Schweratmend erhob ich mich. Die Fetzen der Hose meines Kampfanzugs fielen auf halber Strecke zu Boden. Ich schnürte mir wenigstens die Jacke wieder zu, unter der, wie mir bewusst war, die Wicklungen meiner Lendentücher zu sehen waren. Da ich mit Shing allein war, störte es mich im Augenblick nicht weiter. “Verreck, du Bastard.” Ich trat Chul dahin, wo es einem Kerl am meisten weh tut. Er stöhnte in seiner Bewusstlosigkeit auf. Shing, der neben mich trat, ächzte mitfühlend. Ich lachte. “Ich dachte, du hasst ihn ebenso?” Er lächelte. “Und ich habe eine grobe Vorstellung davon, was ihm in den nächsten Tagen blüht.
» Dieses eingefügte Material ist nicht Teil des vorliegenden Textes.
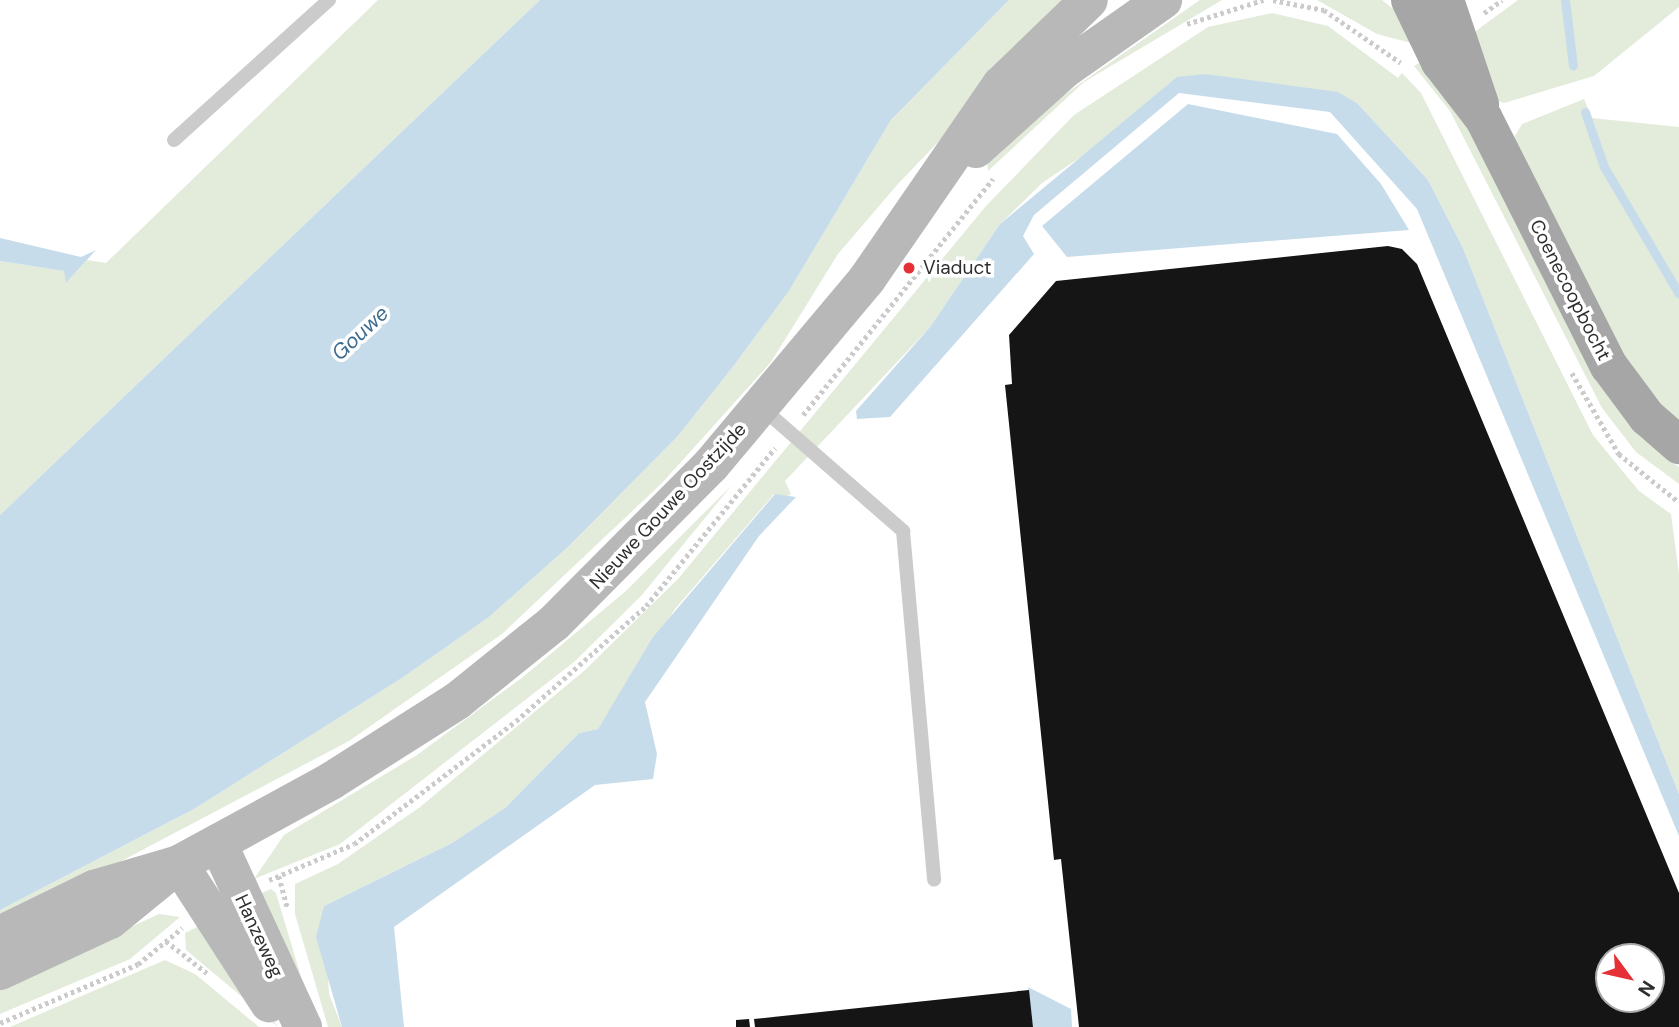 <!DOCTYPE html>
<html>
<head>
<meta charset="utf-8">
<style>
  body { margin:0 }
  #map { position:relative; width:1679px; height:1027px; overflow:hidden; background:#fff; font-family:"DM Sans",sans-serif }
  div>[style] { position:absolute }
  .green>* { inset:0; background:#e3ebdb }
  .water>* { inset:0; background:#c7dceb }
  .stream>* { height:9px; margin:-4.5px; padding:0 4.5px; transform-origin:4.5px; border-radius:4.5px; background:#c7dceb }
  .building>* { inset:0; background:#151515 }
  .path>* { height:4.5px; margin-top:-2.25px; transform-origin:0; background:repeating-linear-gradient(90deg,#cbcbcb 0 3.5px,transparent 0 7px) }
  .lane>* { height:14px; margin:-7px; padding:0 7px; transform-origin:7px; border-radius:7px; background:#cbcbcb }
  .secondary>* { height:38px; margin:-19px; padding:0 19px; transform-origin:19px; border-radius:19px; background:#b8b8b8 }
  .primary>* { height:38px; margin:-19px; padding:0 19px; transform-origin:19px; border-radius:19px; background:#a6a6a6 }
  .dots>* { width:19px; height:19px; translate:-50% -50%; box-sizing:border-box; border:4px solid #fff; border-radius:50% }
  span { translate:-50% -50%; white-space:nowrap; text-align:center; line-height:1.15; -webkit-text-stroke:7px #fff; paint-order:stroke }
  .poi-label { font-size:19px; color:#2e2e2e }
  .left { translate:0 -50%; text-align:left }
  .street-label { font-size:19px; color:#2e2e2e }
  .water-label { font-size:21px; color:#3c6c8f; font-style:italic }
  .north { position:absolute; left:1595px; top:943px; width:70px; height:70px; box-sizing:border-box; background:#fff; border:2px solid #ababab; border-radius:50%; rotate:123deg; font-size:19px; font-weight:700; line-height:28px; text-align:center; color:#2e2e2e }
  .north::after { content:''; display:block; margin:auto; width:24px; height:32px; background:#e43036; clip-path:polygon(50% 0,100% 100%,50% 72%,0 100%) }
</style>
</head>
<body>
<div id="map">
  <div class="green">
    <div style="clip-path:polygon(378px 0,540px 0,0 515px,0 261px,65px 271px,67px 282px,87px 260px,106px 263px)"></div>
    <div style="clip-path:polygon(1009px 0,1074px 0,897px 185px,838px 254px,771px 362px,662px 483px,502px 634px,349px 741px,0 925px,0 910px,194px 809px,402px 678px,489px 617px,569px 546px,677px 437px,732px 368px,789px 291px,891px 120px)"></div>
    <div style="clip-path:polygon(1200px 0,1222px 0,1084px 82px,988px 171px,987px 161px,1022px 124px)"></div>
    <div style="clip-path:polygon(1317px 0,1382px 0,1401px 15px,1411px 43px,1377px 34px)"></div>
    <div style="clip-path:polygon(1518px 0,1679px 0,1679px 7px,1594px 76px,1504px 103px,1495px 100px,1469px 36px)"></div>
    <div style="clip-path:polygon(1272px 13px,1328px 26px,1398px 78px,1402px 73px,1421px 93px,1593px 435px,1639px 491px,1671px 514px,1679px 574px,1679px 794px,1463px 248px,1428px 180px,1358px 104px,1205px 74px,1042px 183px,1000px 224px,930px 327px,785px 481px,791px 494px,781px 500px,774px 494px,675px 609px,598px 729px,579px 733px,505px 808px,452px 843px,324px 906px,329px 994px,342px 1027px,328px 1027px,295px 914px,295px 884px,338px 864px,420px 807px,584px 671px,678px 579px,986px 206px,1074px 115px,1208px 27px)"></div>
    <div style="clip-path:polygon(1427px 58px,1664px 457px,1679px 467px,1679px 484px,1636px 452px,1602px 408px,1450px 111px,1414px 66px)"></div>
    <div style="clip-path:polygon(1584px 99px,1592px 118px,1679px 127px,1679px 425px,1620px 353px,1512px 141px,1522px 124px)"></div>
    <div style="clip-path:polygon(732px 485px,641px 596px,574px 662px,340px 844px,254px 879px,284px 835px,417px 755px,523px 677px,626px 591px)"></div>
    <div style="clip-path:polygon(271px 889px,276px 893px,316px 1027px,253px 897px)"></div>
    <div style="clip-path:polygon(159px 914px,180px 917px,130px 959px,0 1014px,0 988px)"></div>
    <div style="clip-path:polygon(197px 927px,218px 945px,278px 1027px,186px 950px,185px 933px)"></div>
    <div style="clip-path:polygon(165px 960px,195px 974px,259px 1027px,10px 1027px)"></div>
  </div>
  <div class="water">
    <div style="clip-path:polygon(540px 0,1009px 0,891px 120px,789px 291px,732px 368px,677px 437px,569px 546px,489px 617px,402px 678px,194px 809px,0 910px,0 515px)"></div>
    <div style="clip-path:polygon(1205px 74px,1338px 92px,1358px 104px,1428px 180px,1463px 248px,1679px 794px,1679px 836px,1417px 209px,1330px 112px,1179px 93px,1034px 215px,1023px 236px,1034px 254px,890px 417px,857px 419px,856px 411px,930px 327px,1000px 224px,1177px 77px)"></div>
    <div style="clip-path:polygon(1188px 104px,1337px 134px,1381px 184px,1409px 230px,1067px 257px,1042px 226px)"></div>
    <div style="clip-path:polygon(0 238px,81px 257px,96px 250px,66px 283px,64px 271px,0 261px)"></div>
    <div style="clip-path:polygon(775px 494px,796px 497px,759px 536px,645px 702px,657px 754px,653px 779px,595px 785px,394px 927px,404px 1027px,342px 1027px,316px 937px,324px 906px,452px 843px,505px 808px,579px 733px,598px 729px,653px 637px)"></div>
    <div style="clip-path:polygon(1028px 987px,1071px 1009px,1072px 1027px,1033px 1027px)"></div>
  </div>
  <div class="stream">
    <div style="left:1565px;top:0;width:66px;rotate:83.1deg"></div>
    <div style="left:1585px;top:112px;width:58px;rotate:70.9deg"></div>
    <div style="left:1604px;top:167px;width:147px;rotate:59.4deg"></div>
  </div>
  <div class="building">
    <div style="clip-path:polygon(evenodd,1388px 246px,1402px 249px,1417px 264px,1679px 893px,1679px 1027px,1079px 1027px,1061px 859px,1054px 860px,1005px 385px,1012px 384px,1009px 335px,1056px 281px,1388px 246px,1609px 957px,1651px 957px,1651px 999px,1609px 999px,1609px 957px)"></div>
    <div style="clip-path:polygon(1029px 990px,1033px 1027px,755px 1027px,754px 1019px)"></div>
    <div style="clip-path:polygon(749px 1019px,750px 1027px,736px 1027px,736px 1020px)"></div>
  </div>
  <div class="path">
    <div style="left:1273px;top:0;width:52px;rotate:11.1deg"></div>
    <div style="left:1324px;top:10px;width:93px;rotate:34.5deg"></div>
    <div style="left:1484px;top:13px;width:22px;rotate:-36deg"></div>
    <div style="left:1187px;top:24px;width:80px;rotate:-17.5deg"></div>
    <div style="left:1572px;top:373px;width:94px;rotate:59.9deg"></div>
    <div style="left:1619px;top:454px;width:77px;rotate:38.7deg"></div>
    <div style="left:803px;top:415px;width:303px;rotate:-51.2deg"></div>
    <div style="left:279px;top:876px;width:34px;rotate:75deg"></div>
    <div style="left:269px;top:880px;width:92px;rotate:-23deg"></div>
    <div style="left:354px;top:844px;width:203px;rotate:-37.2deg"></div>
    <div style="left:516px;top:721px;width:174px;rotate:-41.5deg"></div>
    <div style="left:646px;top:606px;width:204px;rotate:-50.8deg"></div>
    <div style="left:166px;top:941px;width:52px;rotate:38deg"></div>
    <div style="left:0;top:1023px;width:150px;rotate:-23.1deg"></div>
    <div style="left:138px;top:964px;width:57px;rotate:-39.3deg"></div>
  </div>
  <div class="lane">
    <div style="left:174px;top:140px;width:209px;rotate:-42.1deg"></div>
    <div style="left:761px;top:407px;width:189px;rotate:41.1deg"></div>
    <div style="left:903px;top:531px;width:350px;rotate:84.9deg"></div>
  </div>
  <div class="secondary">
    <div style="left:976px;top:149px;width:120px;rotate:-42deg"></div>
    <div style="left:1065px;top:69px;width:120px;rotate:-35.1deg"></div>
    <div style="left:218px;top:843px;width:203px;rotate:65.2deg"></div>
    <div style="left:179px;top:864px;width:166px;rotate:57.1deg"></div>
    <div style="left:0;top:935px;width:105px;rotate:-26.1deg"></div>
    <div style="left:94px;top:889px;width:89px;rotate:-16.4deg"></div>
    <div style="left:179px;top:864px;width:173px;rotate:-28.6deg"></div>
    <div style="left:331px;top:781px;width:149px;rotate:-32.4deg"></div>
    <div style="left:457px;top:701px;width:124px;rotate:-38.8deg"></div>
    <div style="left:554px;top:623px;width:223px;rotate:-45.2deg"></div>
    <div style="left:711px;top:465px;width:243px;rotate:-50deg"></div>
    <div style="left:867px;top:279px;width:236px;rotate:-55.4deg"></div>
    <div style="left:1001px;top:85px;width:122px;rotate:-44deg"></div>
    <div style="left:0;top:971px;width:121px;rotate:-24.9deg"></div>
    <div style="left:110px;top:920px;width:70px;rotate:-39.2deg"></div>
  </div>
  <div class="primary">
    <div style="left:1410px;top:0;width:69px;rotate:64.2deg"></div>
    <div style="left:1440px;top:62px;width:72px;rotate:52.3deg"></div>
    <div style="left:1484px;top:119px;width:277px;rotate:63.2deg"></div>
    <div style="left:1609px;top:366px;width:64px;rotate:53.3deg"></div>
    <div style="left:1647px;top:417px;width:43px;rotate:41.2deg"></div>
    <div style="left:1445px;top:0;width:110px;rotate:71.4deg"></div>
  </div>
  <div class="dots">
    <div style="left:909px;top:268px;background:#e43036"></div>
  </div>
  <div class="poi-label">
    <span class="left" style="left:923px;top:268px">Viaduct</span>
  </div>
  <div class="street-label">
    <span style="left:1570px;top:290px;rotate:63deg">Coenecoopbocht</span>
    <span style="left:668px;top:506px;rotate:-47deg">Nieuwe Gouwe Oostzijde</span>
    <span style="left:259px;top:936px;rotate:65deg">Hanzeweg</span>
  </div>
  <div class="water-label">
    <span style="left:360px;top:333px;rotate:-43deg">Gouwe</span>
  </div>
  <div class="north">N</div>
</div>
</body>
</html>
Wenn er wieder normal laufen kann, wird er ein gefährlicher Feind.” Ich lächelte zurück. “Nicht, wenn er weiß, dass ich ihn das nächste Mal kastriere.” Shing hob eine Braue. “Ich bin froh, dass ich auf deiner Seite stehe.” Ich nahm ihn unvermittelt in die Arme und presste mich gegen seinen warmen Trost spendenden Körper. “Shing, das wirst du immer.” Er schob mich mit gestreckten Armen von sich. “Ist ja gut, Kleines.” Ich wollte mich wieder an ihn kuscheln. Er wehrte ab. “Shing, was ist?” “Nichts.” “Halt mich ganz fest. Bitte.” Ich war innerlich aufgewühlt. Seine Nähe tat gut. Außer ihm hatte ich niemanden. Shing seufzte. “Ich setze mich auf diesen Findling. Dann setzt du dich neben mich und lehnst dich an. In Ordnung?” Ich tat, was er vorschlug. Er hielt mich schließlich im Arm. Ich blickte zu seinem Gesicht auf, wie ein Kind. “Shing?”, fragte ich. “Ja?” “Wieso darf ich mich nicht auf deinem Schoß ganz an dich kuscheln, wie früher?” Er sah auf mich herab. Dann kitzelte er mich durch, bis ich mich aufrichtete und von ihm abrückte. “Darum.” Mehr Antworten bekam ich nicht von ihm.
Später brachte Shing Chul zurück. Wie ich wusste, schlug er dem Kerl, dem ich seine Familienplanung im doppelten Sinn durcheinandergebracht hatte, eine Geschichte vor, bei der er halbwegs sein Gesicht wahren konnte. Er sollte erzählen, beim Balancieren schmerzhaft abgerutscht zu sein. Das sei für Chul sehr viel besser, als zuzugeben, von mir schmachvoll besiegt worden zu sein, hatte mir Shing später versichert, als er mit einer neuen Hose für mich zurückkehrte. Shing hat ihm noch einiges über mich erzählt. Zum Beispiel von meinen Kastrationsplänen, die ich ausführen würde, sollte er Chaia auch nur ansprechen oder mir ein weiteres Mal auf die Pelle rücken.